We are very much aware that there are important developments in assessment with which we have only tangentially engaged at this point, one such being the concept of entrustability.11 The articulation of entrustability decisions, which are based on holistic clinical encounters, with our programmatic approach, is something we intend to investigate as a further step in relating assessment outcomes to real world capability. With reference to Figure 1, entrustability approaches require moving from triangulating and integrating data for single skills in a single domain to triangulating and integrating data for the entire clinical encounter in the context of which the skill is being undertaken.

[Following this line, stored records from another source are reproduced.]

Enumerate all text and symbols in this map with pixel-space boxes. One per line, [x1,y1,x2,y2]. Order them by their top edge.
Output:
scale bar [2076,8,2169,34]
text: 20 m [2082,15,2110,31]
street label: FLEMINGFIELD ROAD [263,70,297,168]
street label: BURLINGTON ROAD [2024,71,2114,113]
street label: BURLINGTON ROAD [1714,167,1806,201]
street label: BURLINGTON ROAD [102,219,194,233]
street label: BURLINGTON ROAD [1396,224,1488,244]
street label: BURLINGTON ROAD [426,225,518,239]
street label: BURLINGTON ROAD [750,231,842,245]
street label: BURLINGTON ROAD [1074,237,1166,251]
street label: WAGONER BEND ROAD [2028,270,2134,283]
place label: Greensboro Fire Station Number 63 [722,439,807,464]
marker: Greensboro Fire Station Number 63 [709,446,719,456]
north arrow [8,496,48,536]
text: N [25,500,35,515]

These conceptual choices bring us to the question: how will we know what new approaches are useful? In recent years, we have been persuaded that the answer to this question can best be seen through the lens of argument-based validity, particularly the model proposed by Kane.12 We suggest that progress in assessment will be dependent upon rigorous validation through this type of approach. The implications of our assessment decisions are of such importance that the methodology must not escape serious scrutiny. Furthermore, it is essential to also consider educational impact. Focusing on assessment is known to be problematic, leading to many unintended and unfortunate consequences in student behaviours.13 However, presenting sophisticated assessment approaches to students within a framework of development and then requiring them to focus on acting to address their identified development needs would be a more authentic driver of progression. Moreover, progression on this basis is much more in keeping with an ethos of lifelong learning, compared with evidence based on reaching a pass score on a standardised test. After all, if students are simply working to pass tests, what happens to their development when the tests are gone?

Conclusions

Anyone involved in the transition from undergraduate dental education to foundation and vocational training will recognise this as a sphere of contention. There is much debate about the nature of the 'safe beginner' and the most appropriate means of demonstrating that this status has been achieved, with, not surprisingly, the General Dental Council taking a particular interest. The debate has only intensified over the past two years as the COVID-19 pandemic has taken its toll on pre- and post-graduation training. The importance of evidence-based assessment in this context cannot be over-stated. However, there are two final points to make, of some importance we feel. The first is that no assessment process, however well-thought-out and validated, will be infallible. Wherever the standard is set, there will always be borderline cases and judgements will need to be made. The second is that assessment is not the whole story, or, for that matter, the story's end. We should see assessment as providing information about learners that: a) points to their progress along a continuum of professional development; and b) suggests what they need to do to move forward on that journey. Putting this philosophy into action seems essential if we are to engineer transitions in our training pathways that serve both professionals and patients.